Search term "buttons": copy each line of the data containing it.

### [EXTRACTED INFORMATION]

══════════════════════════════

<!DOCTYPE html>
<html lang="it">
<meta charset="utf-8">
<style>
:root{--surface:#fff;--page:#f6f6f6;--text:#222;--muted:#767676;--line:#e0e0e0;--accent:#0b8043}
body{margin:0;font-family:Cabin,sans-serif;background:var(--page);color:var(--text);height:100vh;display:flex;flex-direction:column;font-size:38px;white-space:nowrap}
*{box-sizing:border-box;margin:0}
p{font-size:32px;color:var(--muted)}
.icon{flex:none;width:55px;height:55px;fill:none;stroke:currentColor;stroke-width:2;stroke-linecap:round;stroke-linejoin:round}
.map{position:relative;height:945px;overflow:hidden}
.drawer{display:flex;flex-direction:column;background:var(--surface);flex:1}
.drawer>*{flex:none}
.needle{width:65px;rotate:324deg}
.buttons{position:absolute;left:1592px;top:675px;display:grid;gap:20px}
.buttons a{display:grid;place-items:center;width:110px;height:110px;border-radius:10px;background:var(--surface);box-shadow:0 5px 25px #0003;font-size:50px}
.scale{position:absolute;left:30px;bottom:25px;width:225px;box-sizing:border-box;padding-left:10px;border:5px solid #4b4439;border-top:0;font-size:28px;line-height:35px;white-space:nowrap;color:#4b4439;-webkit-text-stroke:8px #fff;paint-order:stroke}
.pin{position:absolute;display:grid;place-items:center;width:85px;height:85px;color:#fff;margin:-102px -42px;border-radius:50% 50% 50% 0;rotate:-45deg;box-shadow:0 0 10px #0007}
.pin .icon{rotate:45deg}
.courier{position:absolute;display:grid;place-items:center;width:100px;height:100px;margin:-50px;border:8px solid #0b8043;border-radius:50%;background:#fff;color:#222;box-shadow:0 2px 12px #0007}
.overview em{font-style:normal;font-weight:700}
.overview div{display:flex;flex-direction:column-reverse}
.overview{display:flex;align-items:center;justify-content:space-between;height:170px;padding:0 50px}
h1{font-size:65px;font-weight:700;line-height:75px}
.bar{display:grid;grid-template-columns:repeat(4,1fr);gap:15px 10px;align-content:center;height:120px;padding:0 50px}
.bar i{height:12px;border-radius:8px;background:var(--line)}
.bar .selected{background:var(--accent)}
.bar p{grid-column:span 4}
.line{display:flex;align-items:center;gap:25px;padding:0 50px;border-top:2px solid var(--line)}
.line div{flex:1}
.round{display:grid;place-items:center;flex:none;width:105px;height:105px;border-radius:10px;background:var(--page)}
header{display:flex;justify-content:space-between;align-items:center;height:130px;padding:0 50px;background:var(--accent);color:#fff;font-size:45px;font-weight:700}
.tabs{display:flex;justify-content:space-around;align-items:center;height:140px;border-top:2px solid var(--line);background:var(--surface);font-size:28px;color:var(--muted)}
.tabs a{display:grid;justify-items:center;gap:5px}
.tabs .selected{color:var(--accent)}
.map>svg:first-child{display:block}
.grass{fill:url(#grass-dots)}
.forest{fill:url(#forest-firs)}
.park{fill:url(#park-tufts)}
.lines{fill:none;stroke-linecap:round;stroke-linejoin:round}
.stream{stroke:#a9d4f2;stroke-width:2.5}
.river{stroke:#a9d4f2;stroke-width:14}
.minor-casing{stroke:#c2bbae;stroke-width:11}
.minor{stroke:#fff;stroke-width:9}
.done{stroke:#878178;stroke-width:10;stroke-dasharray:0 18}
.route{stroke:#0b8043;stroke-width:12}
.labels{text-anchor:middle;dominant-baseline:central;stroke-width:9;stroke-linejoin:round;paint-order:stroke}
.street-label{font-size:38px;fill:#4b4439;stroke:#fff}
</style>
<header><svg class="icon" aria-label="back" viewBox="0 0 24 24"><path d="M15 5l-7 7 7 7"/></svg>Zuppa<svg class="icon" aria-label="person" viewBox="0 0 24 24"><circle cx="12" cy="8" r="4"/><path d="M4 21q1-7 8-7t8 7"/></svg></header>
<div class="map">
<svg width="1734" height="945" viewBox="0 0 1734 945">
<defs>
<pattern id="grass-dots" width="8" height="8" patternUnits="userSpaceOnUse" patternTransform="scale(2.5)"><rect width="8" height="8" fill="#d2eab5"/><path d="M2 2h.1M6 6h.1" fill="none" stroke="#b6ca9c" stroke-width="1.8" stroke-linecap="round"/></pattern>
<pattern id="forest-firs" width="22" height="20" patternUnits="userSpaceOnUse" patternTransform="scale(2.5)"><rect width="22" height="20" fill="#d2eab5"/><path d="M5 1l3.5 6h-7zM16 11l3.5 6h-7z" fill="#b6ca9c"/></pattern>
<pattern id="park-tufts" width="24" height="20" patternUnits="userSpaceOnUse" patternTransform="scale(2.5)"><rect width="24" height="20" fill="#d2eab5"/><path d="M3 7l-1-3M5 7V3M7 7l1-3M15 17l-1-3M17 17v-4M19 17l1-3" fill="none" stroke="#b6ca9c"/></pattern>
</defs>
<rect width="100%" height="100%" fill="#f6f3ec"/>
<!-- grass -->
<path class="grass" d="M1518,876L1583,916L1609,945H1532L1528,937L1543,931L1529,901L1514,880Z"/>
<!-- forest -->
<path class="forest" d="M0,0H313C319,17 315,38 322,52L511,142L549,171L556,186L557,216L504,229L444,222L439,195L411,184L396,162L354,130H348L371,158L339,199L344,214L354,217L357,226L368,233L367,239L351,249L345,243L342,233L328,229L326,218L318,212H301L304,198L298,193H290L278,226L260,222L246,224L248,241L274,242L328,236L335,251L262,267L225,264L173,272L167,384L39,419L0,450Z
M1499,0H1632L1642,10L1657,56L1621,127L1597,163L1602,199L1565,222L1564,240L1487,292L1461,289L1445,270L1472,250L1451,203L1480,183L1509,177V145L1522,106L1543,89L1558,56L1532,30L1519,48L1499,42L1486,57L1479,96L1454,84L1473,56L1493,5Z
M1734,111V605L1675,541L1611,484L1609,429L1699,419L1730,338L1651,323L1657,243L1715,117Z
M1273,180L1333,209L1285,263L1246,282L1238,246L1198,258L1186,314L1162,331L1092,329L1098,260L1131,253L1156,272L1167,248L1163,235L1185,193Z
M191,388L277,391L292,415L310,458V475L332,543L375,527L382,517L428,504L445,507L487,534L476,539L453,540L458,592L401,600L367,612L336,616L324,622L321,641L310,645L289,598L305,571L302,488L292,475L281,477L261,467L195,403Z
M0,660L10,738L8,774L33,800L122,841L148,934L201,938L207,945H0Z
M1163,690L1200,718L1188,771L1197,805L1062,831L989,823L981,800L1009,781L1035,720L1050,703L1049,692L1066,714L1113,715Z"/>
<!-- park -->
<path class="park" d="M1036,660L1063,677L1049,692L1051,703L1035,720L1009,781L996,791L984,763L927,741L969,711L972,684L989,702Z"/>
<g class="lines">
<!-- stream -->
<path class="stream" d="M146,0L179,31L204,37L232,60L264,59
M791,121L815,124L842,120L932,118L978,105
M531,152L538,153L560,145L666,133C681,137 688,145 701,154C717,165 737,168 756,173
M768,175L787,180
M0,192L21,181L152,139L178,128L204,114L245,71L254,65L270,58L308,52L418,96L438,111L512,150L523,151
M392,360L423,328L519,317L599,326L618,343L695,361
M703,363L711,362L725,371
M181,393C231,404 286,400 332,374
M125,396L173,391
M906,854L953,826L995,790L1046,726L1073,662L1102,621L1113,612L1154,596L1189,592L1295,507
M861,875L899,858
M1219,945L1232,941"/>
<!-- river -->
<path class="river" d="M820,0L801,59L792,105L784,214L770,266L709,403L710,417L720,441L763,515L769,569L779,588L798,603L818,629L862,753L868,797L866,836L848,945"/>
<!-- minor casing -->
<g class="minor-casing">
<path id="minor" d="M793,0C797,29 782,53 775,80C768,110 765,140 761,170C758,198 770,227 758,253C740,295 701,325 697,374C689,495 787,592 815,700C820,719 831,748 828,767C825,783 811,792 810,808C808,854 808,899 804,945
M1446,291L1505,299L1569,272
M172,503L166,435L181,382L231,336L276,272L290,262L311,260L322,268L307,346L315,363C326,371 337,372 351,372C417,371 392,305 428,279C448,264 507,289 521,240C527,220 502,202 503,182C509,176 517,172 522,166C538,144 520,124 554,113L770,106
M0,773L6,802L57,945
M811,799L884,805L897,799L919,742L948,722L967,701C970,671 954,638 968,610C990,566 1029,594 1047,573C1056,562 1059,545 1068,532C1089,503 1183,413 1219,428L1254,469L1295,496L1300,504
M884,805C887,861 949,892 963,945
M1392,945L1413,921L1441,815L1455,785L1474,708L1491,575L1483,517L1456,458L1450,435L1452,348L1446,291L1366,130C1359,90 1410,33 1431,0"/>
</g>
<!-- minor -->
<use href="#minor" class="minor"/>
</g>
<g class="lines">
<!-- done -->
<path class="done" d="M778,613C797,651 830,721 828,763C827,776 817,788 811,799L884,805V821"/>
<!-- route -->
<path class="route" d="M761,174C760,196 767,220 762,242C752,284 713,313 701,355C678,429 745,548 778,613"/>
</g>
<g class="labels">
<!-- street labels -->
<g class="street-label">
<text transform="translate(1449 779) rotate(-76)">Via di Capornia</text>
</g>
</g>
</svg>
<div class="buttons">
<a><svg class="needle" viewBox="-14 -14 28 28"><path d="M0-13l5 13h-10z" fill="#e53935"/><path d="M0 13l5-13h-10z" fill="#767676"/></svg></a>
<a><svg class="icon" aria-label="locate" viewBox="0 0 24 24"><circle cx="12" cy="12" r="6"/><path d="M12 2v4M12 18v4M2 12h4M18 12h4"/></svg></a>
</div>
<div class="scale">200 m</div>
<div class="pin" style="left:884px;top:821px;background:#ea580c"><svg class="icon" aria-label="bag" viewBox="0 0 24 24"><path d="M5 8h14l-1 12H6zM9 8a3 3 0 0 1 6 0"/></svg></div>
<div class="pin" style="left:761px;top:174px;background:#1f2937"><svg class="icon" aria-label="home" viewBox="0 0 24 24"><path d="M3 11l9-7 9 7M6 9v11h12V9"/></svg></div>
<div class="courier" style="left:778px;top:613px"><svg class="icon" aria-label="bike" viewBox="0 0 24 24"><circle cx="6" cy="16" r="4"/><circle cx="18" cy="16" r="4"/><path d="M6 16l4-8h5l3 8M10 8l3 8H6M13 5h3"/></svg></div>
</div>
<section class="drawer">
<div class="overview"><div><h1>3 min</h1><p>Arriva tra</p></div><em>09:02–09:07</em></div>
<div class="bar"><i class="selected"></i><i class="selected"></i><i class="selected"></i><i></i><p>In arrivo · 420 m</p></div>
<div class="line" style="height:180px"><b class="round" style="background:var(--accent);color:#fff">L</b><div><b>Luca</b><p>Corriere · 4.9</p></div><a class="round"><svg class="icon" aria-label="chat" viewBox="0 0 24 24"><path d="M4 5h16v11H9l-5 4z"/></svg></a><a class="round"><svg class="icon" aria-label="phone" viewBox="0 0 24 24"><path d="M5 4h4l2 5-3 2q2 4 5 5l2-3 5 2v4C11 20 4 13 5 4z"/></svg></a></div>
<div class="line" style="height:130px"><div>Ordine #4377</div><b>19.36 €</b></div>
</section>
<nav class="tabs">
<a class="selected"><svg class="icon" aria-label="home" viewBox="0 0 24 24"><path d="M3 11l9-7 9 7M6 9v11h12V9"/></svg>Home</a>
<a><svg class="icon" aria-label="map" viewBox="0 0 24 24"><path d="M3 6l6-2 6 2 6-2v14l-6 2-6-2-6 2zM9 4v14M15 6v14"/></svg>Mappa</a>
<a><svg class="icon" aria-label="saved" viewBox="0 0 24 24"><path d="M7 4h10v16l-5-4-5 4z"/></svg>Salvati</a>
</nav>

══════════════════════════════

### [RESPONSE TO THIS EXERCISE]
.buttons{position:absolute;left:1592px;top:675px;display:grid;gap:20px}
.buttons a{display:grid;place-items:center;width:110px;height:110px;border-radius:10px;background:var(--surface);box-shadow:0 5px 25px #0003;font-size:50px}
<div class="buttons">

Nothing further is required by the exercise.